Pakistan Urged to Probe Killing of Journalist | Pakistan Press Foundation (PPF)

Pakistan Press Foundation

Pakistan Urged to Probe Killing of Journalist

Pakistan Press Foundation

ISLAMABAD – A global media watchdog is demanding authorities in Pakistan’s southern Sindh province urgently conduct a “credible” investigation and arrest those responsible for this week’s killing of a journalist.

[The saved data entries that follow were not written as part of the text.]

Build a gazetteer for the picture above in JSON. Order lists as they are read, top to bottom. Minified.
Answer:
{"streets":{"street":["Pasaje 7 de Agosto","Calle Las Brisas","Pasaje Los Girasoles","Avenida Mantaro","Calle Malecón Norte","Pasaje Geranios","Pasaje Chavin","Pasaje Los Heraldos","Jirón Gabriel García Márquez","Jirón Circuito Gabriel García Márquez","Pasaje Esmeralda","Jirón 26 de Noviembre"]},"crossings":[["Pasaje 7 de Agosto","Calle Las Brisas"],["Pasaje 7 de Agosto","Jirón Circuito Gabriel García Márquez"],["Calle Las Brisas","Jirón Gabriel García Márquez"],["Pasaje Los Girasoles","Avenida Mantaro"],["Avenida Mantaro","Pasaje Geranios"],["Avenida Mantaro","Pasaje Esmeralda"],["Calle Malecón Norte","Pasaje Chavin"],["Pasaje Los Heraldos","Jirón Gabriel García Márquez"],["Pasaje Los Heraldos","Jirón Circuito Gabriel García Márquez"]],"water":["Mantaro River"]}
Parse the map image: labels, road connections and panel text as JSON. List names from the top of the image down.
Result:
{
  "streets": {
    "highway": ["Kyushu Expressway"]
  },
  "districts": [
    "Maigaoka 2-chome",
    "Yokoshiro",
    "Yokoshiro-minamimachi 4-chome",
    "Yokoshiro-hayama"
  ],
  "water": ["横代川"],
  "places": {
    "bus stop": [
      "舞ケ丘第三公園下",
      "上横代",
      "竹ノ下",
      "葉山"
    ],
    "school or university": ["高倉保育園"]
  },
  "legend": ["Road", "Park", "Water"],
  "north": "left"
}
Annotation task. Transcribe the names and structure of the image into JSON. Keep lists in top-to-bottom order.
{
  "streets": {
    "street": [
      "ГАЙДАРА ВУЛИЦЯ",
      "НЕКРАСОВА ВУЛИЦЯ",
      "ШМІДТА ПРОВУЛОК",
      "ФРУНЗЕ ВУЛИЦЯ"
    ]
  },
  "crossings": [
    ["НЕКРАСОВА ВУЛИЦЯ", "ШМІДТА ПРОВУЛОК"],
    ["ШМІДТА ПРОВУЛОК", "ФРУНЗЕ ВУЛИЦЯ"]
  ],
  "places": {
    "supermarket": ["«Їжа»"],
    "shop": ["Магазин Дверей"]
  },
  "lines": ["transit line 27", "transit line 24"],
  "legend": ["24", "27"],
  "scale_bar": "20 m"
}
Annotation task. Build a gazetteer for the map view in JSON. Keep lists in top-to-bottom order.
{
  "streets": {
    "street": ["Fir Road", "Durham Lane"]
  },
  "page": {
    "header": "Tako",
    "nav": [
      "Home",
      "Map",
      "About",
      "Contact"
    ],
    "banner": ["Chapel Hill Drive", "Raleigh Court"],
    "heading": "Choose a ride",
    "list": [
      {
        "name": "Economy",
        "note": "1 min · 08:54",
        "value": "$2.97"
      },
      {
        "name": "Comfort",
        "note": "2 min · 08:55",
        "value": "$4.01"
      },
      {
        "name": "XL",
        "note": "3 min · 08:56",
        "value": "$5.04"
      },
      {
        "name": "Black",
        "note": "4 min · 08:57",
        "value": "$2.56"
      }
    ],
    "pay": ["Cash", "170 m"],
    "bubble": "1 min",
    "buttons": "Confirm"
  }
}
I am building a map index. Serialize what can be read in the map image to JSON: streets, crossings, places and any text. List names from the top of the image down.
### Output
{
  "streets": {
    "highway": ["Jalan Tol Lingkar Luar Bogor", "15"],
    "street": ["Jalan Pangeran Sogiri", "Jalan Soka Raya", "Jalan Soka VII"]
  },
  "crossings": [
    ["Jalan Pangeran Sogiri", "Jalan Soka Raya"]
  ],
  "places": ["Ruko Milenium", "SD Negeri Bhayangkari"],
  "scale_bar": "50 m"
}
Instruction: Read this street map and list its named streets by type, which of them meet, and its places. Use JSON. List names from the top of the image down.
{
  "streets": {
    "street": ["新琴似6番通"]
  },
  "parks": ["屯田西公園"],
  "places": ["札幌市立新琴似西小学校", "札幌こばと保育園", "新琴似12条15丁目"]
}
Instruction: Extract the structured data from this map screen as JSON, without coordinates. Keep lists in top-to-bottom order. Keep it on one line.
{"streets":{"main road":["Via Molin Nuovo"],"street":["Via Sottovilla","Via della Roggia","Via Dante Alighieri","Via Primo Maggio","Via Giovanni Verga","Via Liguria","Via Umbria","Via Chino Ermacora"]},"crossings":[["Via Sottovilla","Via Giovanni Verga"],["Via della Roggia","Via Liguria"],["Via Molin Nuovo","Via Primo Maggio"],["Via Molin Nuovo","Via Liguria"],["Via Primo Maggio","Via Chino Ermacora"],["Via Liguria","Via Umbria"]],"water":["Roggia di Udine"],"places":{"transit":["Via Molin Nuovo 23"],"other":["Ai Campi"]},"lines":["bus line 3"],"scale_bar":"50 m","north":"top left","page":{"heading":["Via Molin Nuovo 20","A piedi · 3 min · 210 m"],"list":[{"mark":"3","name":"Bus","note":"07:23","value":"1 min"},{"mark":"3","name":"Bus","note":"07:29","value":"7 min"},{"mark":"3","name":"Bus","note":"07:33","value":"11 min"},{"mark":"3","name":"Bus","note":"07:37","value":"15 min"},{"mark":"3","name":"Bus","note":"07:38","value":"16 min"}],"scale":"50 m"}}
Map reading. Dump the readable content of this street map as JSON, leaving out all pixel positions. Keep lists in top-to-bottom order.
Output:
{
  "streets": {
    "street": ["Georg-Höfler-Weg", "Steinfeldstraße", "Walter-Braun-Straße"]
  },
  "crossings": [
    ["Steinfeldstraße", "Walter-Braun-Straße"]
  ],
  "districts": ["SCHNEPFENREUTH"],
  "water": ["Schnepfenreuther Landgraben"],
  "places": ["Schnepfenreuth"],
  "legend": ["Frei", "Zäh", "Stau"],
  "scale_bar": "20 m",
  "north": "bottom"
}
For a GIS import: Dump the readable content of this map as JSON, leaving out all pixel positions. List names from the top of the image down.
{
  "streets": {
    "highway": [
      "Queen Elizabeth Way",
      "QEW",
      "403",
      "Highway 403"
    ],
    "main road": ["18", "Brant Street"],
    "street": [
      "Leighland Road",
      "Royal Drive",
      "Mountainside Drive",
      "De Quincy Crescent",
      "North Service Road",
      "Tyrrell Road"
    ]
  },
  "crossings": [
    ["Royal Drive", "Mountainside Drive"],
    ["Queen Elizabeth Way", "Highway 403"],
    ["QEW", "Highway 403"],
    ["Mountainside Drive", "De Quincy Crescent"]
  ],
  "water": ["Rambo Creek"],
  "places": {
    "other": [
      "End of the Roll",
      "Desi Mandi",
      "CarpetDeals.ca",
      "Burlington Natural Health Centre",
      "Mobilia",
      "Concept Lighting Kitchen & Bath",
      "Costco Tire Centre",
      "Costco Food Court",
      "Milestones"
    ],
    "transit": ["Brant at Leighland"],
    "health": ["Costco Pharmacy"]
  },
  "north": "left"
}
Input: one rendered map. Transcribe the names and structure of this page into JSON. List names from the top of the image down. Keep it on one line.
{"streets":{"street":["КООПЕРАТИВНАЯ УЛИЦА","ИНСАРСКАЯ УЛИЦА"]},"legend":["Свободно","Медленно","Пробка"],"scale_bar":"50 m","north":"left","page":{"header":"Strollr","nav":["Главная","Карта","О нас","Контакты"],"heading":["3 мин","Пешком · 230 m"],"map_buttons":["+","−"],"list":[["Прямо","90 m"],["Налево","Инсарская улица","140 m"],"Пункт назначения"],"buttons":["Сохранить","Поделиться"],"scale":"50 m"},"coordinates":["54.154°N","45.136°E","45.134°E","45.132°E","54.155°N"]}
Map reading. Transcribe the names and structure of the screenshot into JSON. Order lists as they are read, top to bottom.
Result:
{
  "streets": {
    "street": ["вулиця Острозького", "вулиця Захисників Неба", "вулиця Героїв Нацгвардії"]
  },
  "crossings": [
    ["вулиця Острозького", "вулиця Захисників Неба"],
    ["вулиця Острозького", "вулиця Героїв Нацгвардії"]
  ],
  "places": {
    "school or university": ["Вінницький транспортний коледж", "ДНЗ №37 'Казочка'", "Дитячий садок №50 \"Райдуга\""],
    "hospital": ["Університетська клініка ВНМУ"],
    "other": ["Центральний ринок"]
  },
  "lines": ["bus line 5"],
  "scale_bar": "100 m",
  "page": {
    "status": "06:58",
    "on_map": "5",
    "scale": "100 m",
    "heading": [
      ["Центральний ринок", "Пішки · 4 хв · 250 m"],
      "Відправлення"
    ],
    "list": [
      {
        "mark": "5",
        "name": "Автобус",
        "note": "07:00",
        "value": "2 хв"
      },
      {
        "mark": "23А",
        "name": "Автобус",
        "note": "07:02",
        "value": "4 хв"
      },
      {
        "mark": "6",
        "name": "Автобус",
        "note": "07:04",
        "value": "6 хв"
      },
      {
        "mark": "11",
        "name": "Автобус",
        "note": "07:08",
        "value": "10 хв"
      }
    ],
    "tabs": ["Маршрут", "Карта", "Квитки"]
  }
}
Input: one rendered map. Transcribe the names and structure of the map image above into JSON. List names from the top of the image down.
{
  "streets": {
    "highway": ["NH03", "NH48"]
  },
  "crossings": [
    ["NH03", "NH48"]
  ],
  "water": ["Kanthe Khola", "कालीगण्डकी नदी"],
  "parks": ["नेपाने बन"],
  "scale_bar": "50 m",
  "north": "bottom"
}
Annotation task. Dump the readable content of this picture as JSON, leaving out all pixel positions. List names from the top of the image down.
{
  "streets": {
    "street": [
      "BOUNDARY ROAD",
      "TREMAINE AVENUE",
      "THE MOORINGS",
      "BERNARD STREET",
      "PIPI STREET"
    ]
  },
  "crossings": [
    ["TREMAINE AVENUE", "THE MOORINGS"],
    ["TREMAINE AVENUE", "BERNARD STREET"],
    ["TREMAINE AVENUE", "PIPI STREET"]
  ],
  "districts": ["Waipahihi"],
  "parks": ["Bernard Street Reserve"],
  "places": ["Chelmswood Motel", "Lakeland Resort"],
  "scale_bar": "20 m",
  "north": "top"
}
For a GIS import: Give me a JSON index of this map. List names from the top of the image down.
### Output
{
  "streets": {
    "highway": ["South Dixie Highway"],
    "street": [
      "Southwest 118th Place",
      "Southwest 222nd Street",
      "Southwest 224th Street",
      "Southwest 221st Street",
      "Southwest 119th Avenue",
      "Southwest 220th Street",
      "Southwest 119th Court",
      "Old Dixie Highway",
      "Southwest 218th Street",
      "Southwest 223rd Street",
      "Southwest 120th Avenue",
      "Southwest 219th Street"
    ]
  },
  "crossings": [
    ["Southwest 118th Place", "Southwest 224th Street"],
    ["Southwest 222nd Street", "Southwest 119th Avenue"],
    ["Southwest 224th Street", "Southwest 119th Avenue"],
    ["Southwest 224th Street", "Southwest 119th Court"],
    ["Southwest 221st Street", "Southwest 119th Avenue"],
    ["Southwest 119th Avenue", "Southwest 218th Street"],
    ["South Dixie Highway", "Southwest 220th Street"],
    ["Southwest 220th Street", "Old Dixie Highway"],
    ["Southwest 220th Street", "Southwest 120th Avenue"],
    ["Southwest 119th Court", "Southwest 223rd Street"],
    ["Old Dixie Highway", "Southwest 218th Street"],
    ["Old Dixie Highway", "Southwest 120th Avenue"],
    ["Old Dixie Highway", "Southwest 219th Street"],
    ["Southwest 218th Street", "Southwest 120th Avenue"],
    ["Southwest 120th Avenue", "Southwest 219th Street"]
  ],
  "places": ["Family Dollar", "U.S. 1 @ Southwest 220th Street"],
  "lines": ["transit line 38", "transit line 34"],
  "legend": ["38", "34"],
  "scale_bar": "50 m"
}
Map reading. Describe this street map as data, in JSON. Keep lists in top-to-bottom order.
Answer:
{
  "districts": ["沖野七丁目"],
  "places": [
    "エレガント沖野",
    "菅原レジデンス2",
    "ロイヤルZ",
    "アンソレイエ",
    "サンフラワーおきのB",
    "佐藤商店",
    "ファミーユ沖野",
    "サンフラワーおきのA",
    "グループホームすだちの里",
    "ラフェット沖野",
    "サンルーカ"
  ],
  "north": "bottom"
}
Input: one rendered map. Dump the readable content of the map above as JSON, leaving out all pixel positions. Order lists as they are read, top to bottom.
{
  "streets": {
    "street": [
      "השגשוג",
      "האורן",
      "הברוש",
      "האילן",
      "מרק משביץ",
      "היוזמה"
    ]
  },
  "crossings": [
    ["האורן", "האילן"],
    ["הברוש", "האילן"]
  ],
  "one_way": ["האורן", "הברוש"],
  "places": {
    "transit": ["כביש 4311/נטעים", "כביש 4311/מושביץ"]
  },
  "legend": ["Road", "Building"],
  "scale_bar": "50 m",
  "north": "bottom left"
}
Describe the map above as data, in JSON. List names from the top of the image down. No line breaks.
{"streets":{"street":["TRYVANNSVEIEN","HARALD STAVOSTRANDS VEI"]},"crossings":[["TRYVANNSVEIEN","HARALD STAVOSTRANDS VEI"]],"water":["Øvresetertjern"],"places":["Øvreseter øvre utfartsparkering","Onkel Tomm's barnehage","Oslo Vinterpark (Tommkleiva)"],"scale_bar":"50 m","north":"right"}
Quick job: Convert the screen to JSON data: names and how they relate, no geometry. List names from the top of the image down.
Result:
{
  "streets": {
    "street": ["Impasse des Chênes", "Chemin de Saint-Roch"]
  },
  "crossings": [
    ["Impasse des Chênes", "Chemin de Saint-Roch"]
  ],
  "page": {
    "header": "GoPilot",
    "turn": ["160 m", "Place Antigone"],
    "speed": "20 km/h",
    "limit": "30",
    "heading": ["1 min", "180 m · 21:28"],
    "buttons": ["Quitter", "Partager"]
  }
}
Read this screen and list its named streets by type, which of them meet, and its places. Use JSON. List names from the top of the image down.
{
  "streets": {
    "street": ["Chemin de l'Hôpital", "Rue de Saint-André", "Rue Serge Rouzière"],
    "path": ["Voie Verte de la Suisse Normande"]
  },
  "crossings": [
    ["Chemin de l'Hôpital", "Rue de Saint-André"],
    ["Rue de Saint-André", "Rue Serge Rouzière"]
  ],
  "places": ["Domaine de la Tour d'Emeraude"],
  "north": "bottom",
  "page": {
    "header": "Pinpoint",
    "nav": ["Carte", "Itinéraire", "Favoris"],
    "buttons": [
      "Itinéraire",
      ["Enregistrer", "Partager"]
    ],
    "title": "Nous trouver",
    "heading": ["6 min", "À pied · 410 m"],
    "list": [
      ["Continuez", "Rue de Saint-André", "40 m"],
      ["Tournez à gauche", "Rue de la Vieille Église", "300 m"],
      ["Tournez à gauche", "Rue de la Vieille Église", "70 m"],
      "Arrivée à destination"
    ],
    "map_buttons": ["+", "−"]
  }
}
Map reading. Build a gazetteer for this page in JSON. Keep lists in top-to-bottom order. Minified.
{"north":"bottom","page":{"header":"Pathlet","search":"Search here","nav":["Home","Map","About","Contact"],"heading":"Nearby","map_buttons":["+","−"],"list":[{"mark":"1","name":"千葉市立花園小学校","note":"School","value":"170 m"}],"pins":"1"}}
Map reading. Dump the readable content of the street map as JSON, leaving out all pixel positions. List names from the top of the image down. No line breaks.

Police and witnesses said Ajay Kumar Lalwani, 31, was sitting in a barbershop in the province’s Sukkur city on Wednesday evening when unknown assailants riding a motorcycle and a car with four passengers opened fire on him. 

Lalwani, a local general news correspondent for a privately owned Urdu language newspaper, suffered multiple gunshot wounds and died in a hospital late Thursday.

“Police in Sindh province must waste no time investigating the killing of journalist Ajay Lalwani and apprehending those responsible,” said Steven Butler of the New York-based advocacy group Committee to Protect Journalists (CPJ) in a statement.

The Sukkur police Friday announced the formation of a team to investigate the killing, but no progress has been reported.

Police officials insisted it was not immediately known if Lalwani was killed because of his journalistic work, saying they were in the process of collecting evidence and recording statements from witnesses to ascertain the cause of the crime. 

“It’s critical that the investigation be led by officers who are able to maintain public confidence, given the long the history of tensions between local journalists and the police in Sukkur,” said Butler, CPJ’s Asia program director.

The CPJ quoted Ashiq Jatoi, editor of the Daily Puchano, which the slain reporter worked for, as telling the watchdog he believed that Lalwani’s killing was related to his professional duties. He cited past threats against the journalist but did not elaborate further. 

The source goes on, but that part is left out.